Runs OK as is, but if I comment out the CLD, then it dies just as it starts displaying the results.
Title: Re: STD instruction
Post by: dedndave on September 24, 2009, 01:09:12 PM
on mine - lol - it continues to run
- displays the data
- but no cr/lf - lol - strange
Title: Re: STD instruction
Post by: MichaelW on September 24, 2009, 01:15:35 PM
I'm running Windows 2000. Perhaps on your system it continues to run because Windows is detecting the problem and correcting it, and that accounts for the lost cycles. Or perhaps the direction flag has been virtualized.

Edit: "virtualized" is the wrong term.

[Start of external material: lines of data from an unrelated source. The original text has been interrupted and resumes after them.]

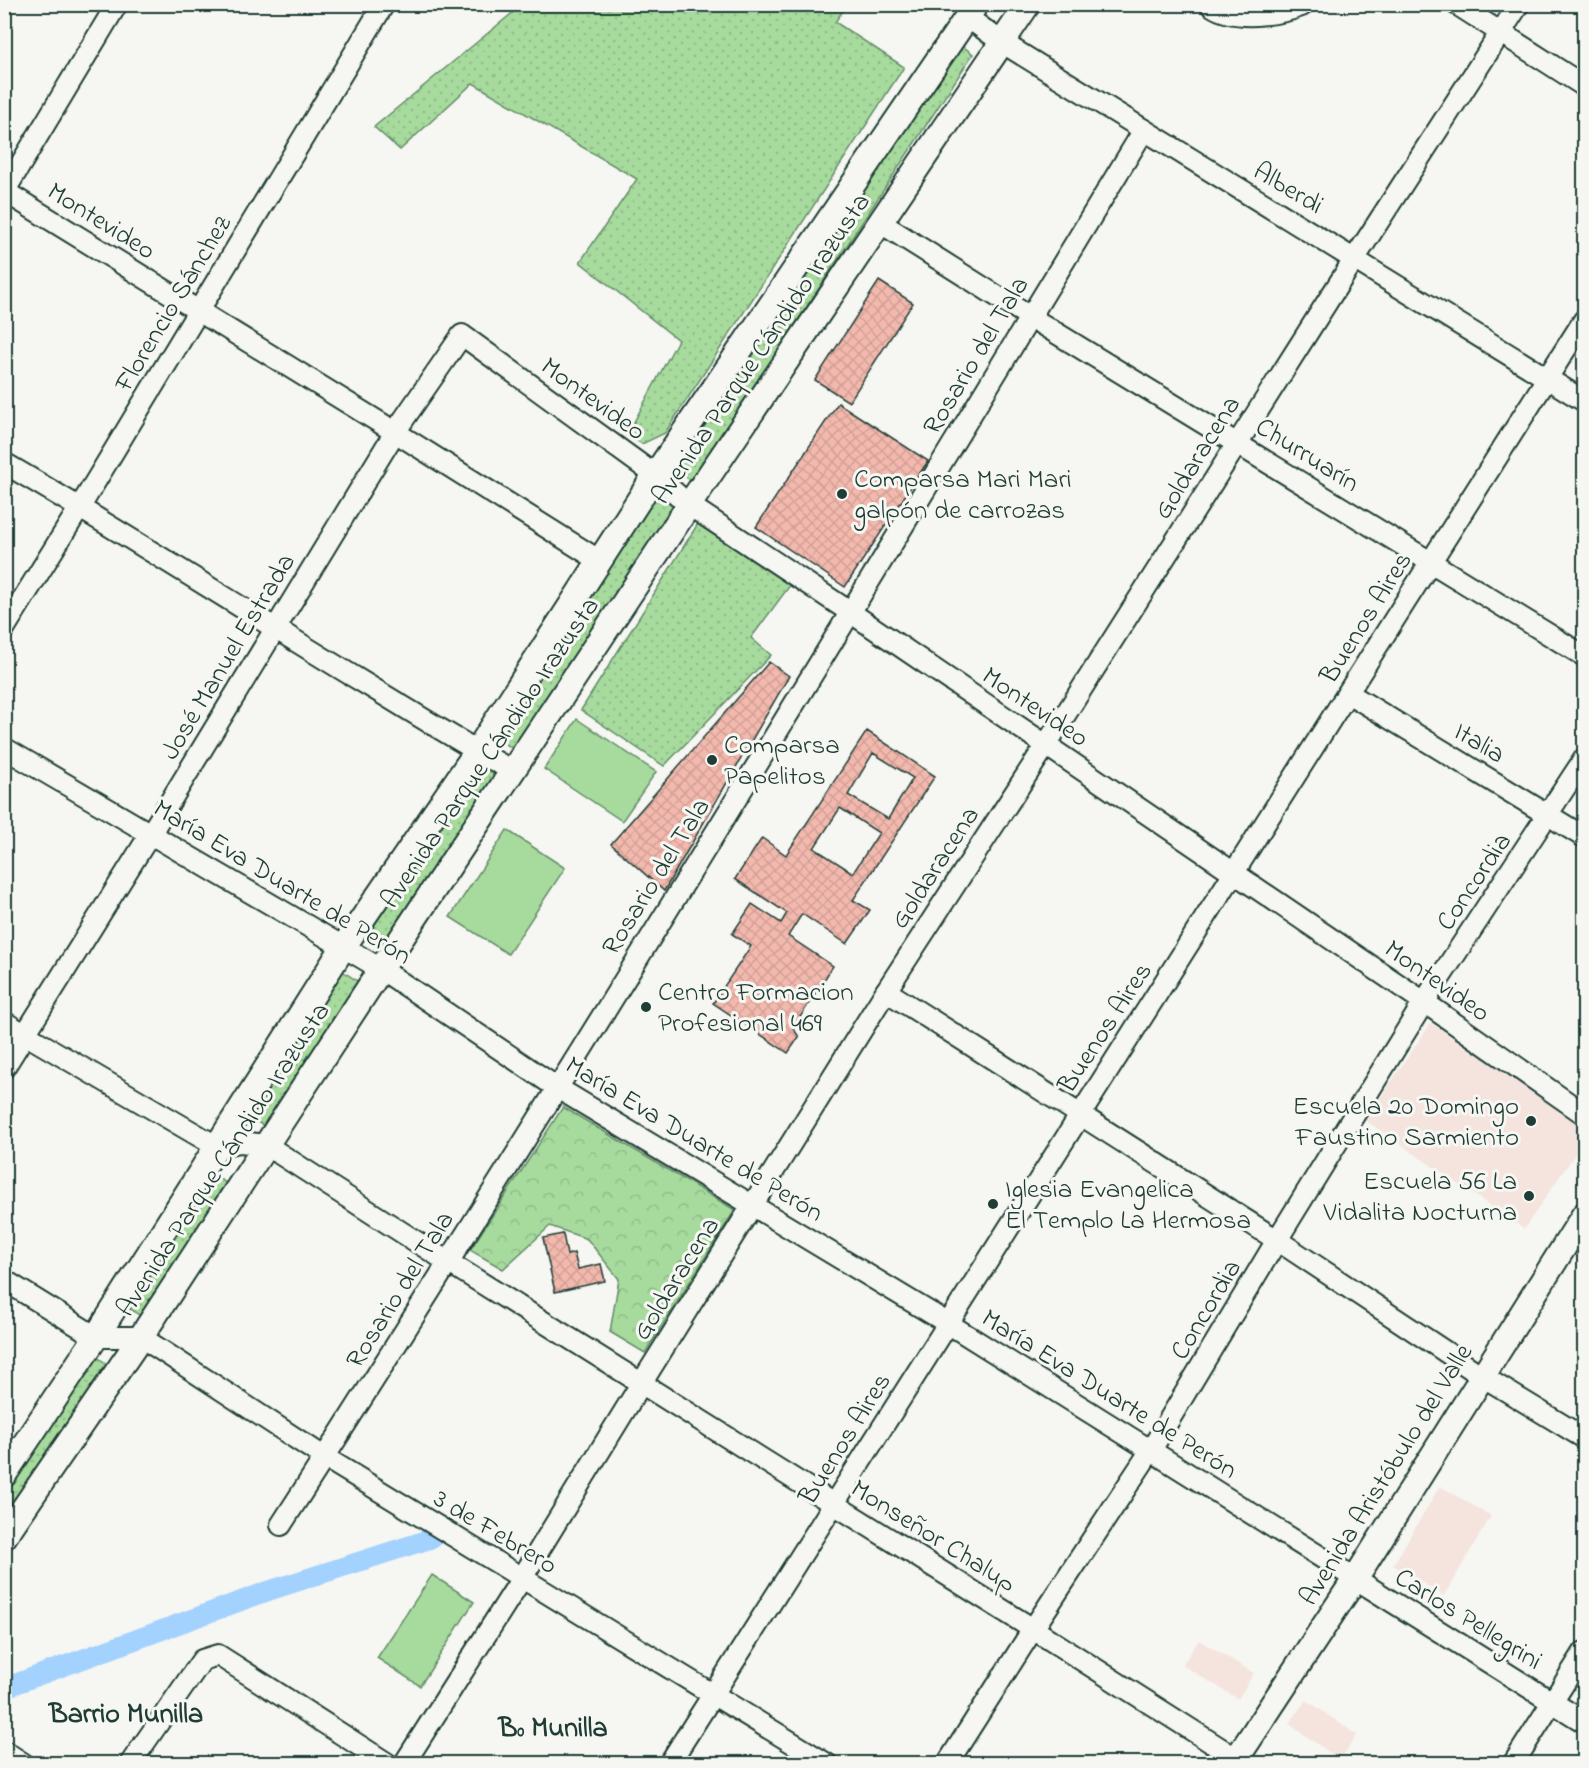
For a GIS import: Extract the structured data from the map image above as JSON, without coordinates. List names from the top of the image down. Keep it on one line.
{"streets":{"main road":["Avenida Parque Cándido Irazusta","Avenida Aristóbulo del Valle"],"street":["Alberdi","Montevideo","Florencio Sánchez","Rosario del Tala","Churruarín","Goldaracena","Buenos Aires","José Manuel Estrada","Italia","María Eva Duarte de Perón","Concordia","3 de Febrero","Monseñor Chalup","Carlos Pellegrini"]},"crossings":[["Alberdi","Avenida Parque Cándido Irazusta"],["Alberdi","Rosario del Tala"],["Alberdi","Goldaracena"],["Alberdi","Buenos Aires"],["Montevideo","Florencio Sánchez"],["Montevideo","Avenida Parque Cándido Irazusta"],["Montevideo","Rosario del Tala"],["Montevideo","Goldaracena"],["Montevideo","Buenos Aires"],["Montevideo","José Manuel Estrada"],["Montevideo","Concordia"],["Avenida Parque Cándido Irazusta","Churruarín"],["Avenida Parque Cándido Irazusta","María Eva Duarte de Perón"],["Avenida Parque Cándido Irazusta","3 de Febrero"],["Avenida Parque Cándido Irazusta","Monseñor Chalup"],["Rosario del Tala","Churruarín"],["Rosario del Tala","María Eva Duarte de Perón"],["Rosario del Tala","3 de Febrero"],["Rosario del Tala","Monseñor Chalup"],["Churruarín","Goldaracena"],["Churruarín","Buenos Aires"],["Goldaracena","María Eva Duarte de Perón"],["Goldaracena","3 de Febrero"],["Goldaracena","Monseñor Chalup"],["Buenos Aires","Italia"],["Buenos Aires","María Eva Duarte de Perón"],["Buenos Aires","3 de Febrero"],["Buenos Aires","Monseñor Chalup"],["José Manuel Estrada","María Eva Duarte de Perón"],["Italia","Concordia"],["María Eva Duarte de Perón","Concordia"],["María Eva Duarte de Perón","Avenida Aristóbulo del Valle"],["María Eva Duarte de Perón","Carlos Pellegrini"],["Concordia","Monseñor Chalup"],["Avenida Aristóbulo del Valle","Monseñor Chalup"],["Avenida Aristóbulo del Valle","Carlos Pellegrini"]],"districts":["Barrio Munilla","Bº Munilla"],"places":["Comparsa Mari Mari galpón de carrozas","Comparsa Papelitos","Centro Formacion Profesional 469","Escuela 20 Domingo Faustino Sarmiento","Escuela 56 La Vidalita Nocturna","Iglesia Evangelica El Templo La Hermosa"]}
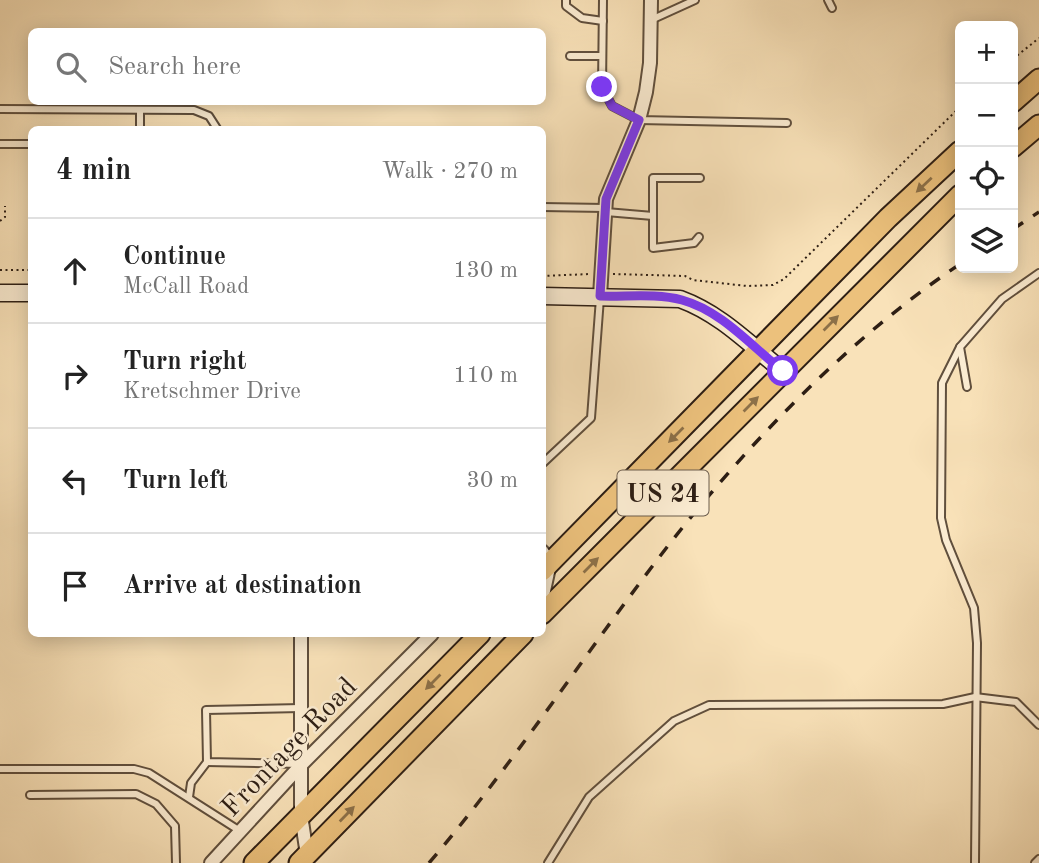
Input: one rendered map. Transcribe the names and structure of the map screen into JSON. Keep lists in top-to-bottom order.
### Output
{
  "streets": {
    "highway": ["US 24"],
    "street": ["Frontage Road"]
  },
  "page": {
    "map_buttons": ["+", "−"],
    "search": "Search here",
    "heading": ["4 min", "Walk · 270 m"],
    "list": [
      ["Continue", "McCall Road", "130 m"],
      ["Turn right", "Kretschmer Drive", "110 m"],
      ["Turn left", "30 m"],
      "Arrive at destination"
    ]
  }
}
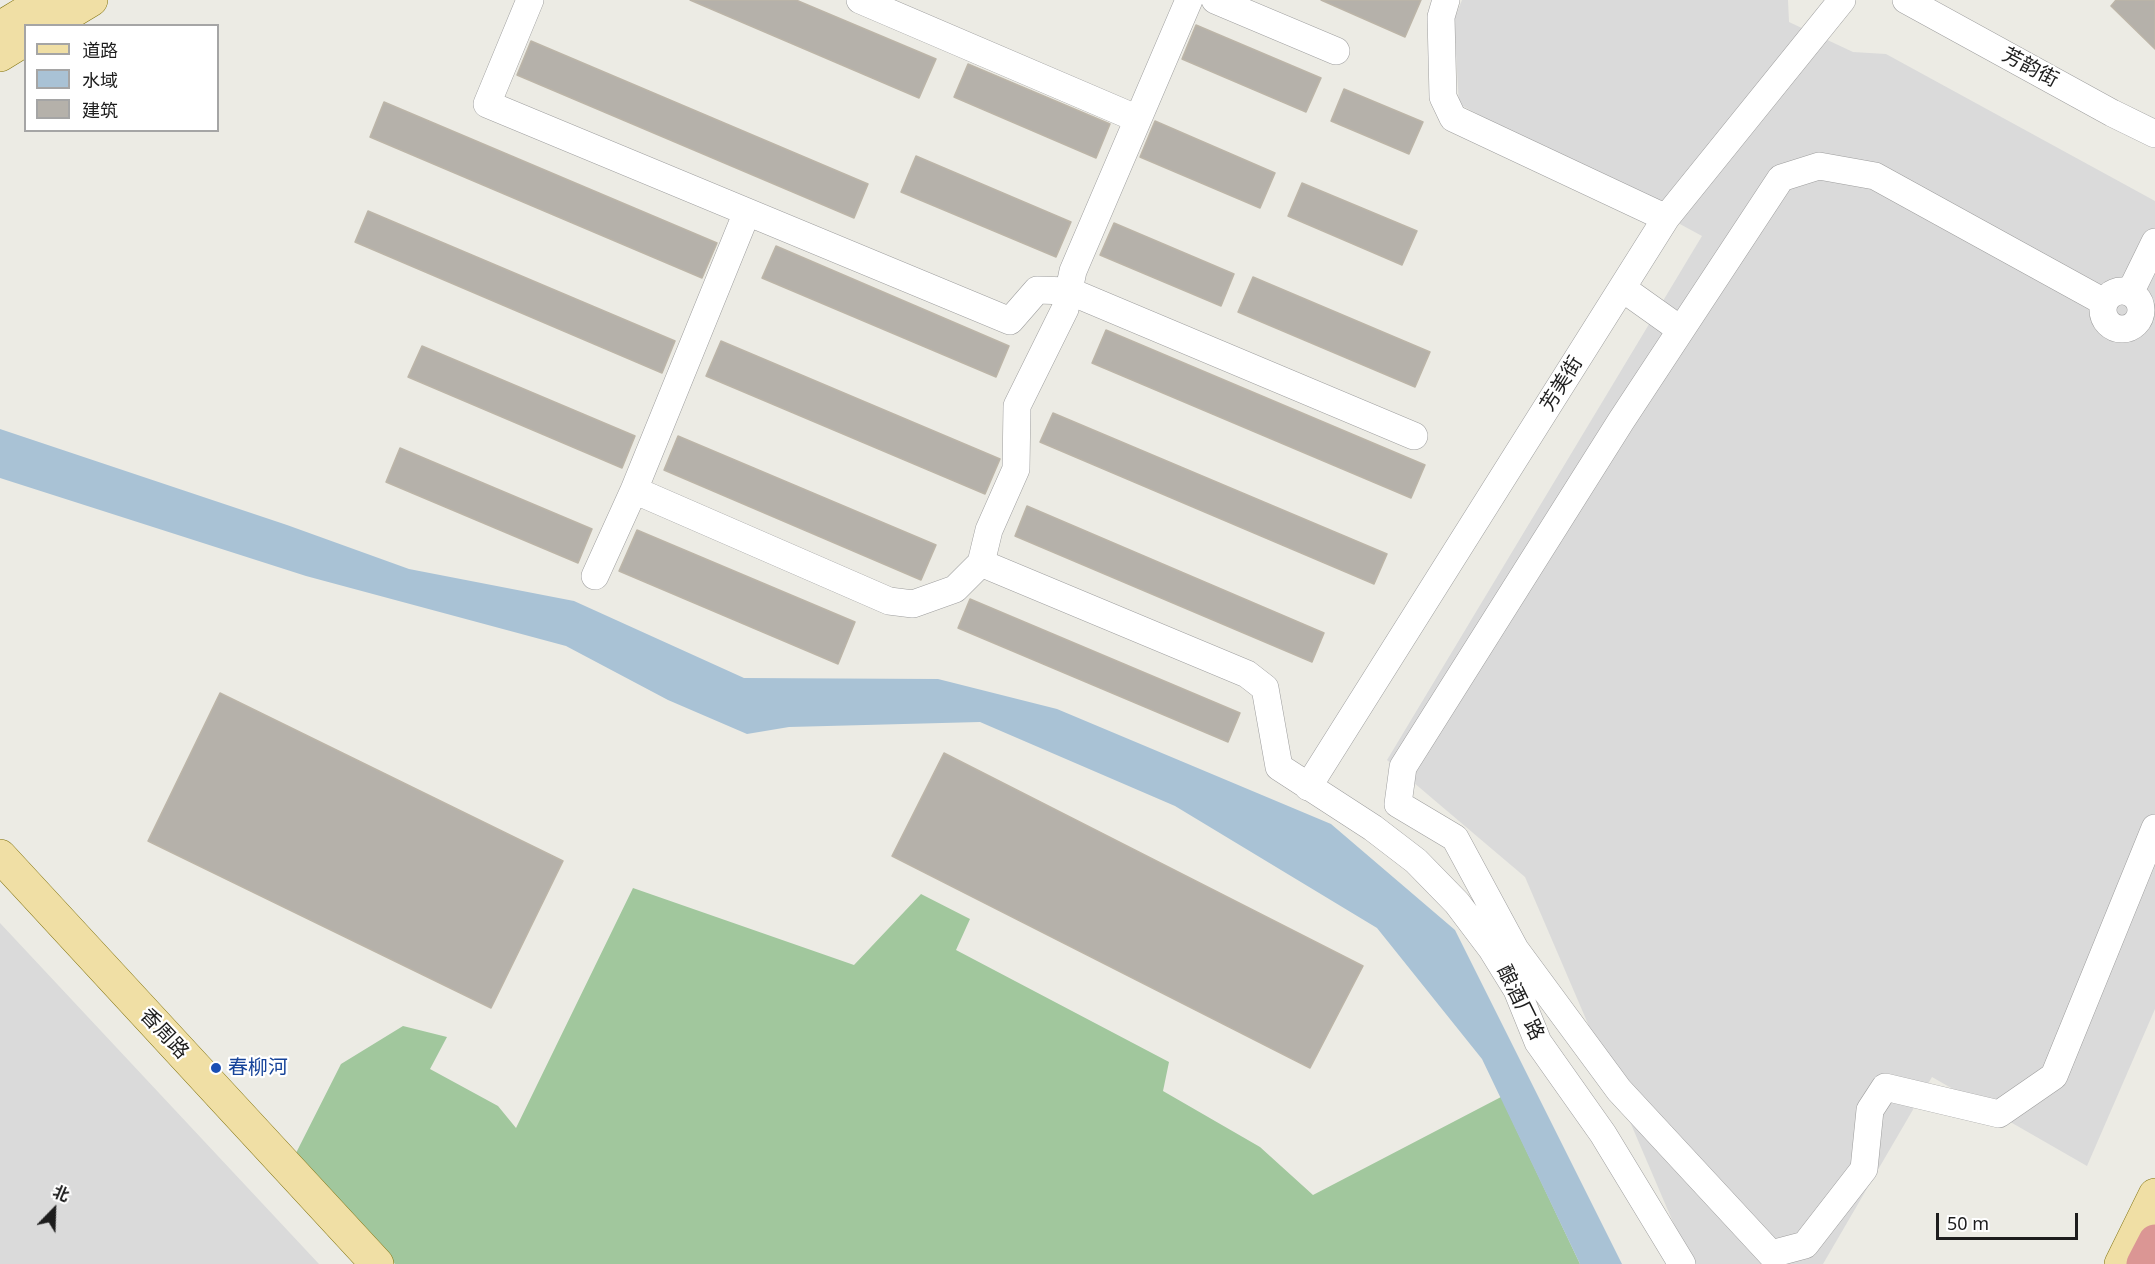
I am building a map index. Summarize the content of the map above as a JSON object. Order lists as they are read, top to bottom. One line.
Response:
{"streets":{"main road":["香周路"],"street":["芳韵街","芳美街","酿酒厂路"]},"crossings":[["芳美街","酿酒厂路"]],"places":["春柳河"],"legend":["道路","水域","建筑"],"scale_bar":"50 m","north":"top right"}
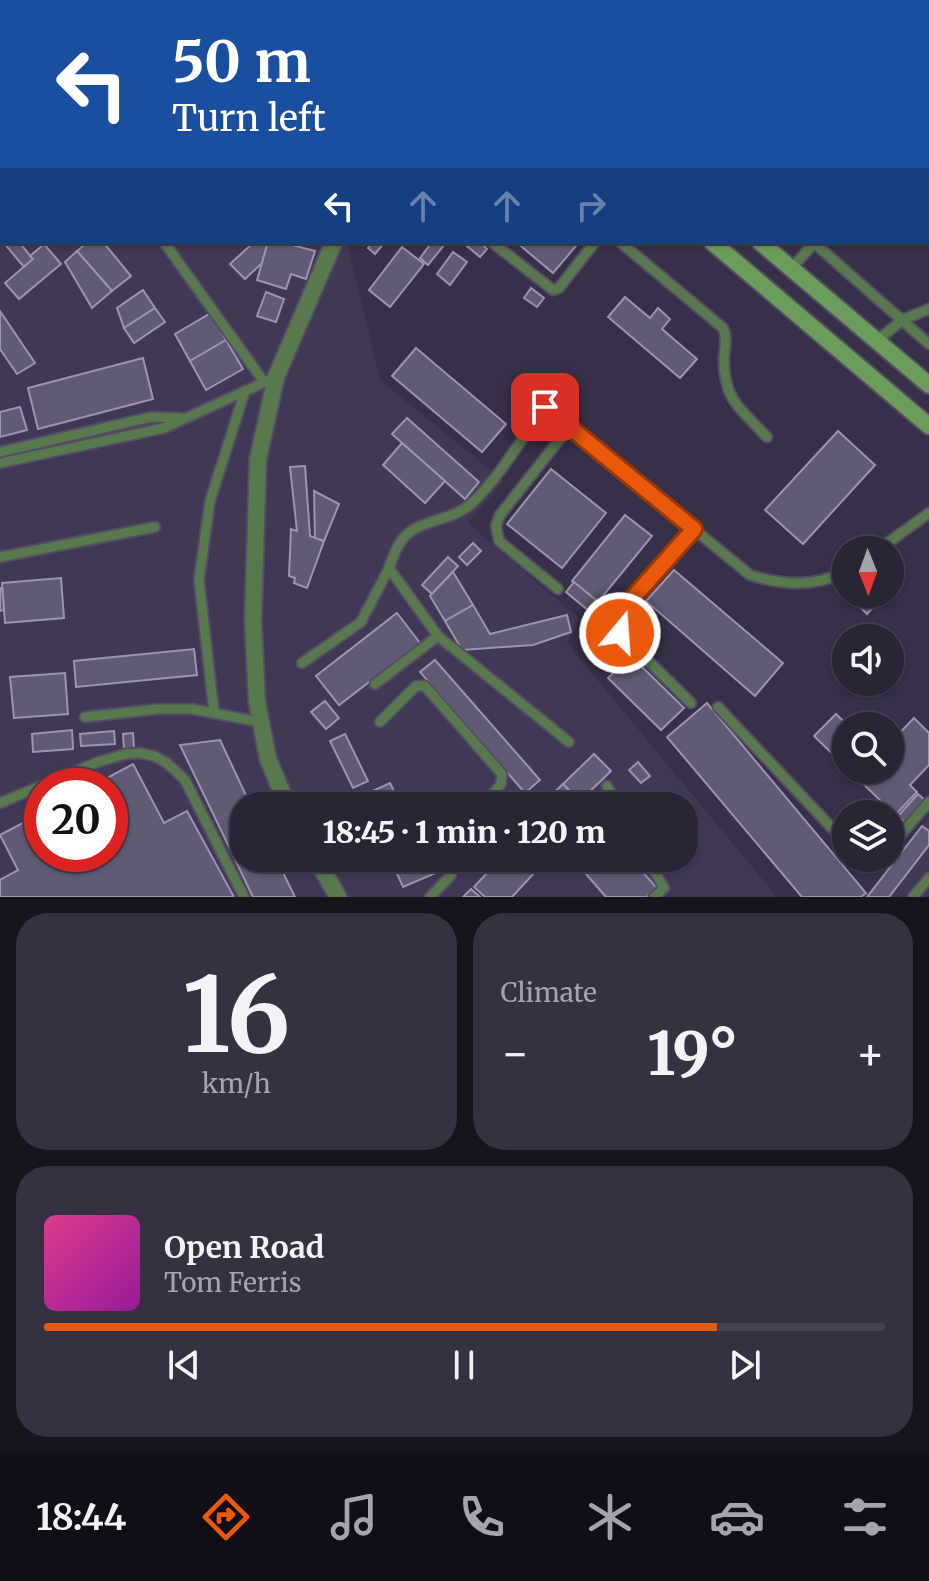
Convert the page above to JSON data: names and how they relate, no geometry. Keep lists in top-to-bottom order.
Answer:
{
  "north": "bottom",
  "page": {
    "turn": ["50 m", "Turn left"],
    "limit": "20",
    "trip": "18:45 · 1 min · 120 m",
    "tile": [
      ["16", "km/h"],
      "Climate"
    ],
    "heat": ["−", "19°", "+"],
    "song": ["Open Road", "Tom Ferris"],
    "tabs": "18:44"
  }
}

What I mean is that Windows may be actively managing the direction flag to prevent problems with it being left set during a call to a CRT or API function that expects it to be clear.
Title: Re: STD instruction
Post by: dedndave on September 24, 2009, 01:16:35 PM
this is odd also...

std
cld
220 cycles

cld
5 cycles

cld
cld
100 cycles

i will play with the instruction placement
Title: Re: STD instruction
Post by: dedndave on September 24, 2009, 03:30:08 PM
this really sux, but....
the best solution seems to be

        mov     eax,400h
        pushfd
        or      [esp],eax
        popfd

all of that is faster than

        std
Title: Re: STD instruction
Post by: drizz on September 25, 2009, 10:45:26 AM
i think the best solution is not using std  :lol


direction_N=4

_std macro
  direction_N=-4
endm

_cld macro
  direction_N=4
endm

_lodsd macro
  mov eax,[esi]
  add esi,direction_N
endm

_stosd macro
  mov [edi],eax
  add edi,direction_N
endm

_lodsb macro
  mov al,[esi]
  add esi,direction_N/4
endm

_stosb macro
  mov [edi],al
  add edi,direction_N/4
endm

_lodsw macro
  mov ax,[esi]
  add esi,direction_N/2
endm

_stosw macro
  mov [edi],ax
  add edi,direction_N/2
endm

Title: Re: STD instruction
Post by: dedndave on September 25, 2009, 03:29:07 PM
well - i tried that Drizz
i am glad to see someone confirm my grief, though - lol
you see how i am using it
i have found a very good soultion for this application
1) measure the integer length where using scasb to reduce length yields an advantage
2) skip it for shorter integers - just go ahead and evaluate the unused bytes   :U
by branching around the std/repz scasb/cld - we speed it up for short values
using the loop method works well if there aren't many unused bytes
if there are a lot - scasb kicks butt
what i may do is sample the length where there is an advantage and repz scasb in the up direction - tricky, huh   :U
Title: Re: STD instruction
Post by: herge on September 25, 2009, 07:29:40 PM

Hi *.*:

If I remember correctly windows O S likes the direction flag up ie
forward it will react badly to a direction flag down.
Translation it will crash or may be hang or send message to
Redmond, Washington, USA to our friends at the Big M.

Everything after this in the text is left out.